Building an HTTP Request Validation Engine for Your J2EE Application

"Never trust anything from the HTTP request." That's rule number one for web application security. If you fail, you open your application to many different forms of injection, overflow, and tampering attacks. So validate everything, before you use it, right? It just sounds so simple, yet most development projects ignore the requirement or implement it very haphazardly. There are many alternative methods of implementing validation, but which is the best?

"Rule #1: Never trust anything from the HTTP request!"
When you think of security mechanisms, you usually think encryption, authentication, access controls, and even logging. But people rarely talk about "validation" as a security mechanism. Strange, since validation plays such a key role in protecting web applications against attack. I can't stress enough, the importance of taking time to actually design a validation scheme for your web application. Simply by putting a unified mechanism in place, you'll send a strong message to the rest of the development team that the HTTP request information must be validated. If you've got an application already, you can find out quickly whether you're properly validating. First, search your code for HttpServletRequest calls to getCookies(), getHeader(), getHeaders(), getIntHeader(), getQueryString(), getParameter(), getParameterMap(), and getParameterValues(). Then check to see if the values returned from these calls are carefully scrubbed before they get used.

Also, Developers should not have to be either security or Java experts in order to use a validation engine. The primary goal of the engine design should be to make the most common activities easy, so the interface must be simple, intuitive, and consistent. Most developers will not have to refer to the documentation to get the API integrated into their web applications. There are really only three steps to using validation, (1) setting up the rules, (2) invoking the checker, and (3) handling any errors that are found. There you go. Ok, let's discuss some overall requirements and the key requirements for these three areas. The driving requirement is to assign a regex to every part of each HTTP request. The basic flow is shown in the figure below. The web application hands off to the Stinger validation engine and gets back either a list of errors or an exception. If the list of errors is empty, then no errors were found.

Requirements for an HTTP Request Validation Engine

Rules Are Powerful and Simple to Specify

Each HTTP request is going to need to be validated against a set of rules. There are many options for specifying validation rules. The most common approach is to write code that manually parses and checks input for certain characteristics. This is a poor approach, as it requires a lot of custom coding and is difficult to do consistently. In the XML world, you could use a DTD or schema to define validation rules, but those engines aren't easily applied to web traffic - trust me, I know. A very powerful approach is to use regular expressions to represent the rules for each part of the HTTP request. Regular expressions take a little while to become comfortable with, but are so powerful that for web applications, they represent the best balance between simplicity and power. the engine should include the ability to maintain a library of commonly useful regular expressions.

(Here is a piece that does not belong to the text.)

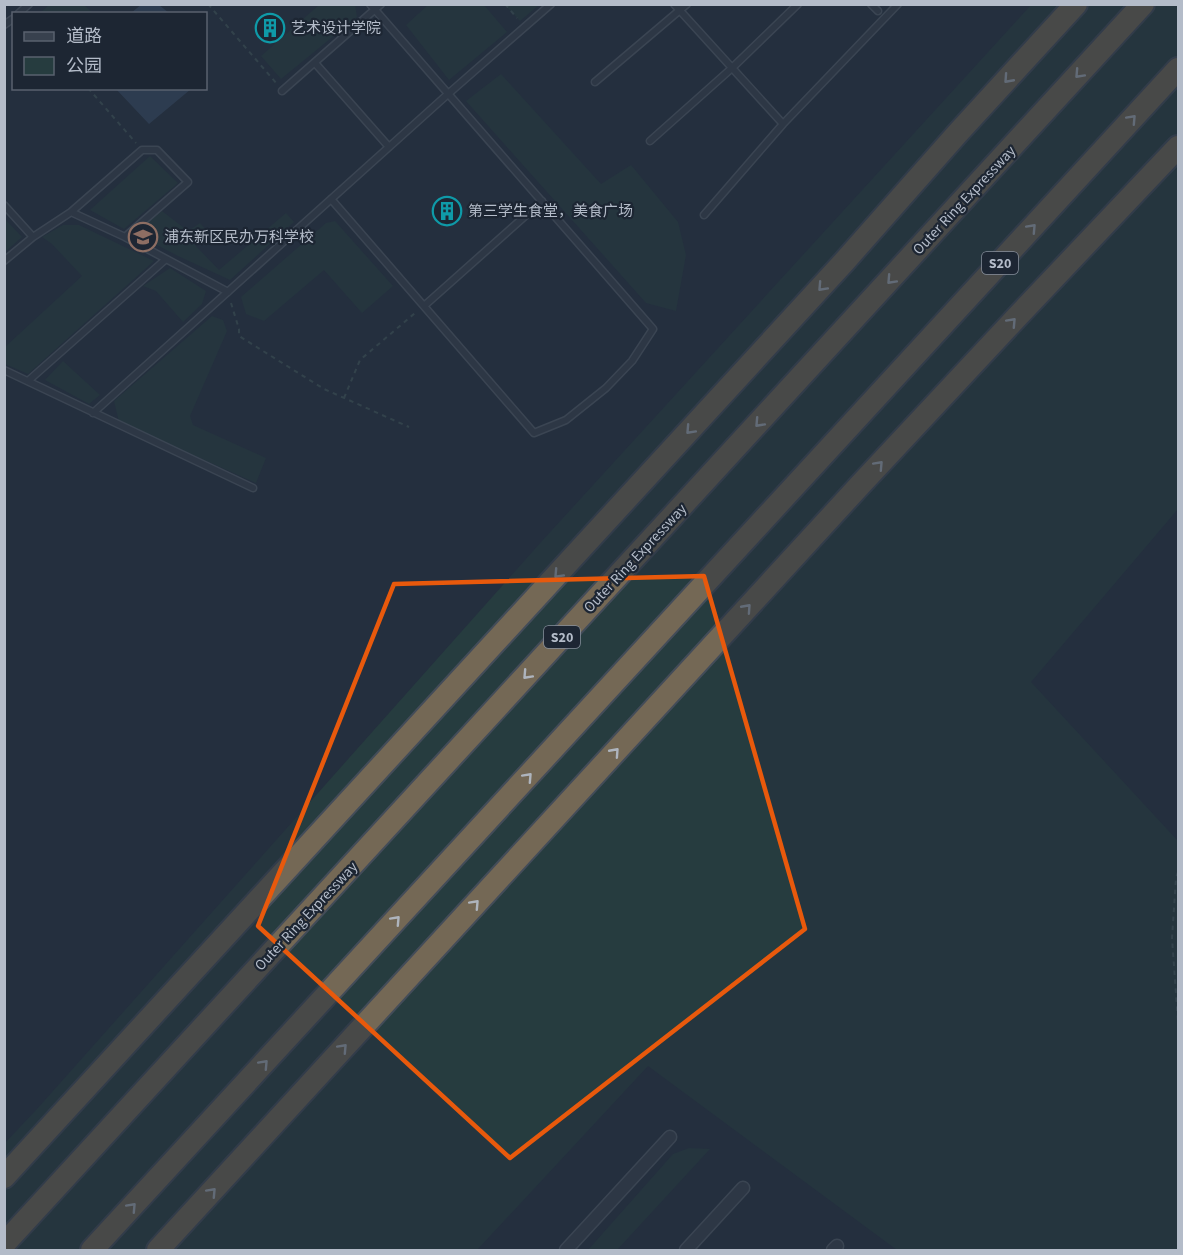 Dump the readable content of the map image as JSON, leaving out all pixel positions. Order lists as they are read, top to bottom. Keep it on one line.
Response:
{"streets":{"highway":["Outer Ring Expressway","S20"]},"places":{"building":["艺术设计学院","第三学生食堂，美食广场"],"school or university":["浦东新区民办万科学校"]},"legend":["道路","公园"]}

Handle Extra, Missing, and Malformed Parts

The types of problems that the engine must handle fall into three major categories. The first is "extra" headers, cookies, or parameters that have no business in a web request to your application. The other problem is "missing" parts that are required to show up in a request. Of course, some parts are optional, so there has to be a way of allowing optional parts to be missing. Another problem is "malformed" parts, these are expected parts where the value does not have the correct syntax.

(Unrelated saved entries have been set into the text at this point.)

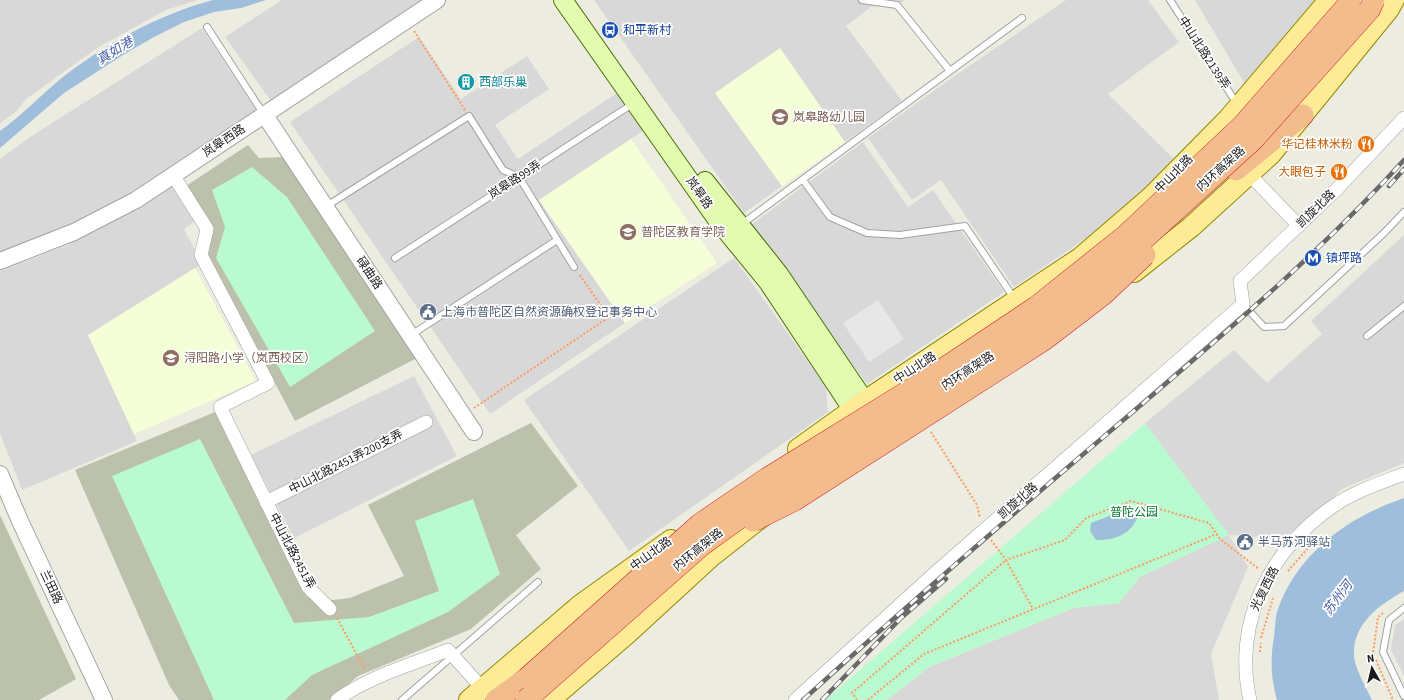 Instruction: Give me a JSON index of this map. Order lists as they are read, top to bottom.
{
  "streets": {
    "highway": ["内环高架路"],
    "main road": ["中山北路", "岚皋路"],
    "street": [
      "岚皋西路",
      "凯旋北路",
      "碌曲路",
      "中山北路2451弄200支弄",
      "中山北路2451弄",
      "兰田路",
      "光复西路"
    ],
    "lane": ["中山北路2139弄", "岚皋路99弄"]
  },
  "crossings": [
    ["中山北路2139弄", "中山北路"],
    ["岚皋西路", "碌曲路"],
    ["岚皋西路", "中山北路2451弄"],
    ["中山北路", "岚皋路"],
    ["岚皋路99弄", "岚皋路"],
    ["中山北路2451弄200支弄", "中山北路2451弄"]
  ],
  "water": ["真如港", "苏州河"],
  "parks": ["普陀公园"],
  "places": {
    "bus stop": ["和平新村"],
    "building": ["西部乐巢"],
    "school or university": ["岚皋路幼儿园", "普陀区教育学院", "浔阳路小学（岚西校区）"],
    "restaurant": ["华记桂林米粉", "大眼包子"],
    "metro station": ["镇坪路"],
    "public building": ["上海市普陀区自然资源确权登记事务中心", "半马苏河驿站"]
  },
  "north": "top"
} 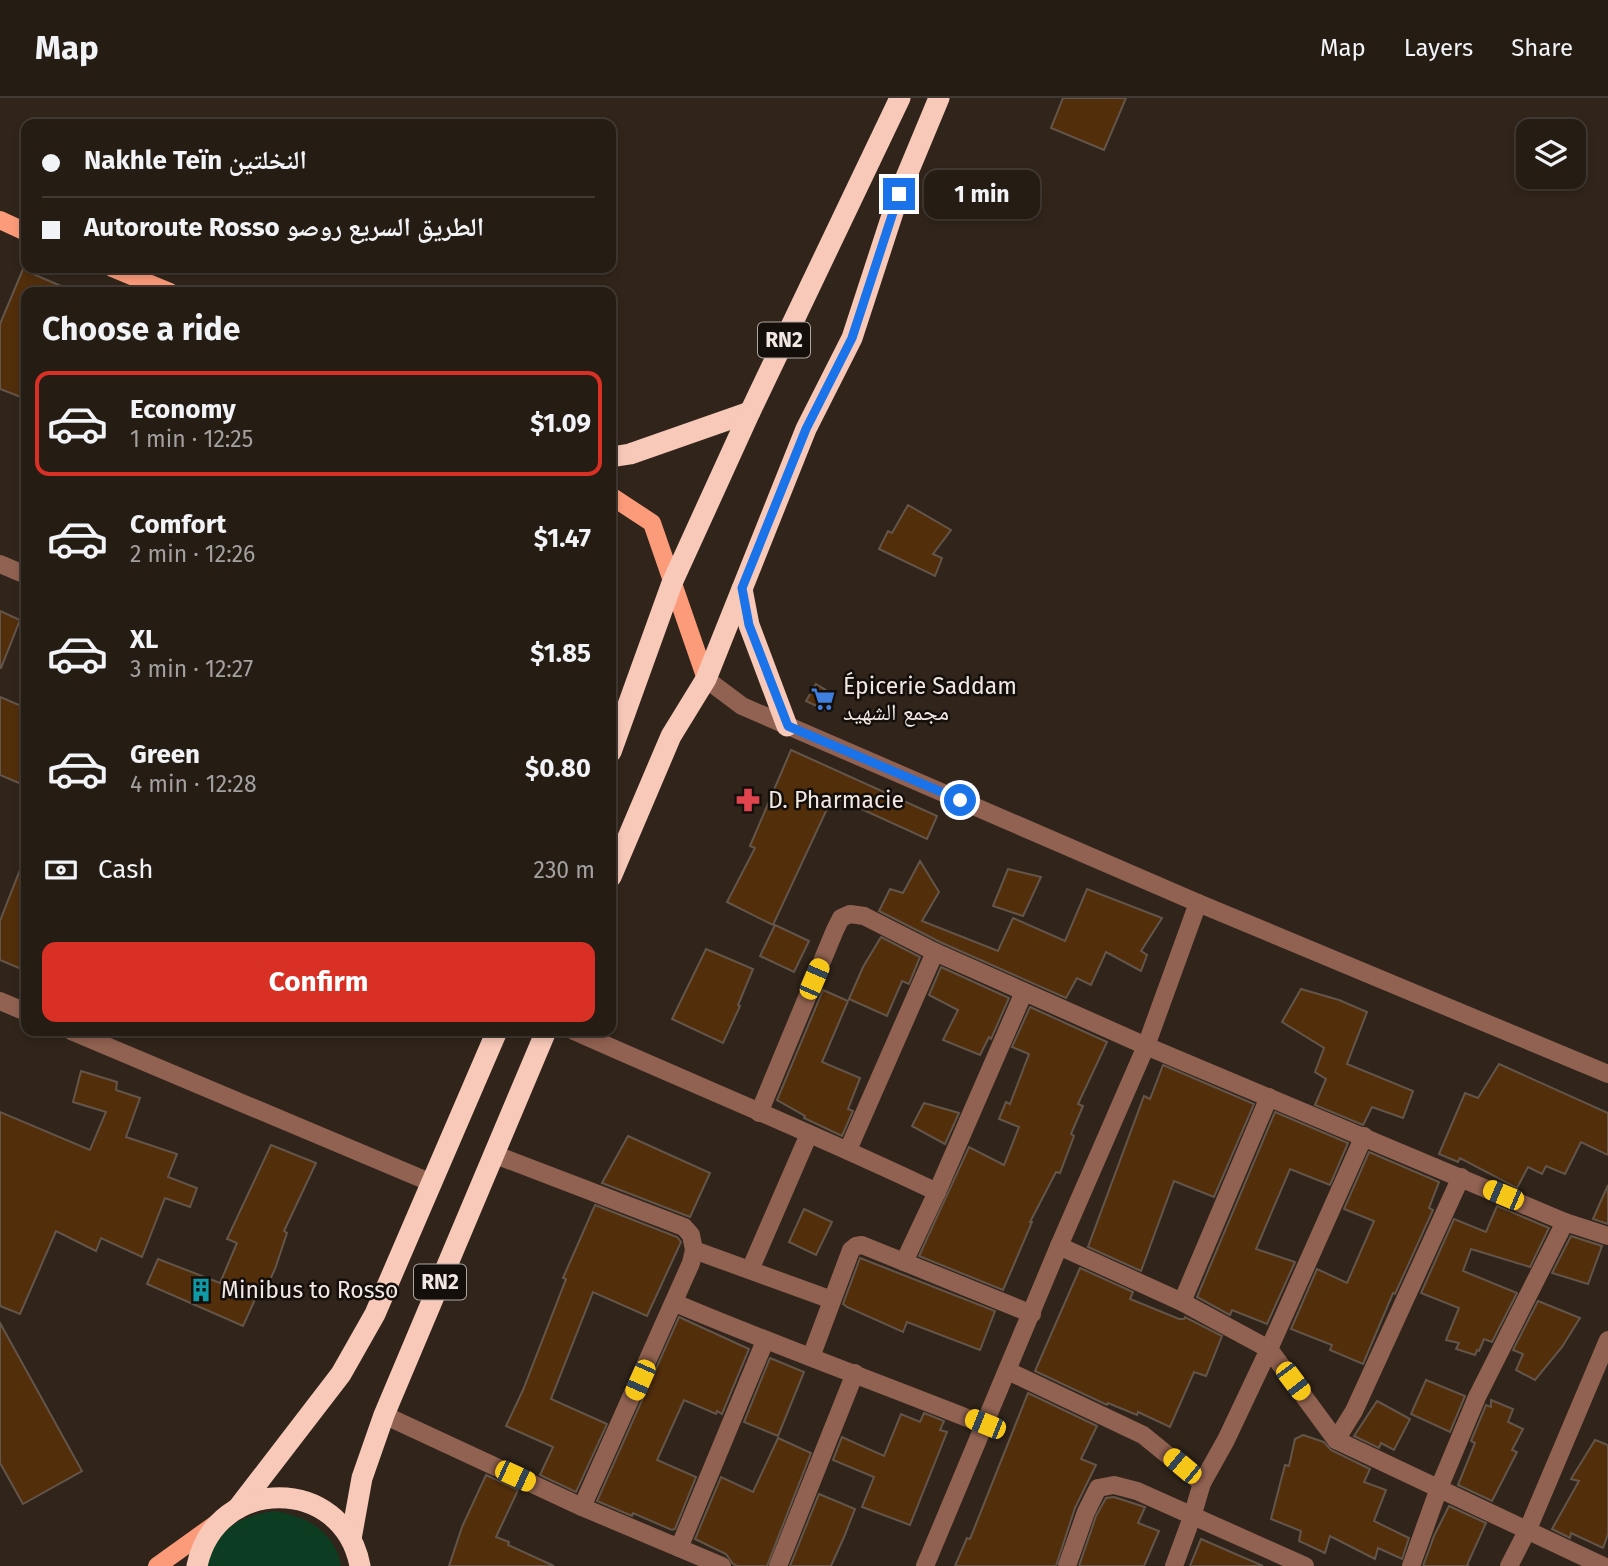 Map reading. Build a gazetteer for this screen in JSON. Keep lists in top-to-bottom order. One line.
{"streets":{"highway":["RN2"]},"places":{"supermarket":["Épicerie Saddam مجمع الشهيد"],"pharmacy":["D. Pharmacie"],"building":["Minibus to Rosso"]},"page":{"header":"Map","nav":["Map","Layers","Share"],"banner":["Nakhle Teïn النخلتين","Autoroute Rosso الطريق السريع روصو"],"bubble":"1 min","heading":"Choose a ride","list":[{"name":"Economy","note":"1 min · 12:25","value":"$1.09"},{"name":"Comfort","note":"2 min · 12:26","value":"$1.47"},{"name":"XL","note":"3 min · 12:27","value":"$1.85"},{"name":"Green","note":"4 min · 12:28","value":"$0.80"}],"pay":["Cash","230 m"],"buttons":"Confirm"}}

Support Fatal, Continue, and Ignore Actions

There's no right way to respond to a bad HTTP request. The response depends on your application and should be tailored to the precise error that occurs. You might want to continue processing and do the best you can to generate a useful response. Or you might want to sound an alarm and shut down the system. You can resend a form with invalid fields marked in red. Or you might want to track errors across several requests and block a user that sets off too many alarms. It all depends on your application. So the best the validation engine can do is to provide detailed information about what went wrong and let the administrator handle them appropriately. The engine should allow a separate action and error message depending on whether a part is extra, missing, or malformed.
The engine should allow marking some rules as "fatal" -- stop processing and throw an exception. This allows the developer to handle the exception in the main servlet or JSP and produce a short error screen. This action should be used for requests that should "never happen" or requests that are likely to represent an attack. For exp, if the JSESSIONID cookie shows up with anything but 32 characters from the set [A-F0-9] then something is going very wrong, ok. By stopping the validation process, you don't waste time processing attack traffic.
Most of the time, however, rules should be marked "continue" -- keep validating all the parts of the HTTP request. In this case, the engine must build a list of errors that the developer can format into a list for the user. This mode allows giving users a list of errors, instead of an annoying one error at a time. There is one more action the engine should support, the "ignore" action. Frequently, you'll want to use the ignore action when part of the HTTP request is missing. This is one way to specify an optional header, cookie, or parameter. Further, the ignore action should be used to delegate responsibility for checking certain parts of a request to other rulesets. So, for example, you might create a ruleset that applies to all requests and set it to ignore missing form field parameters. Then you can set up specific rulesets for each page containing a form.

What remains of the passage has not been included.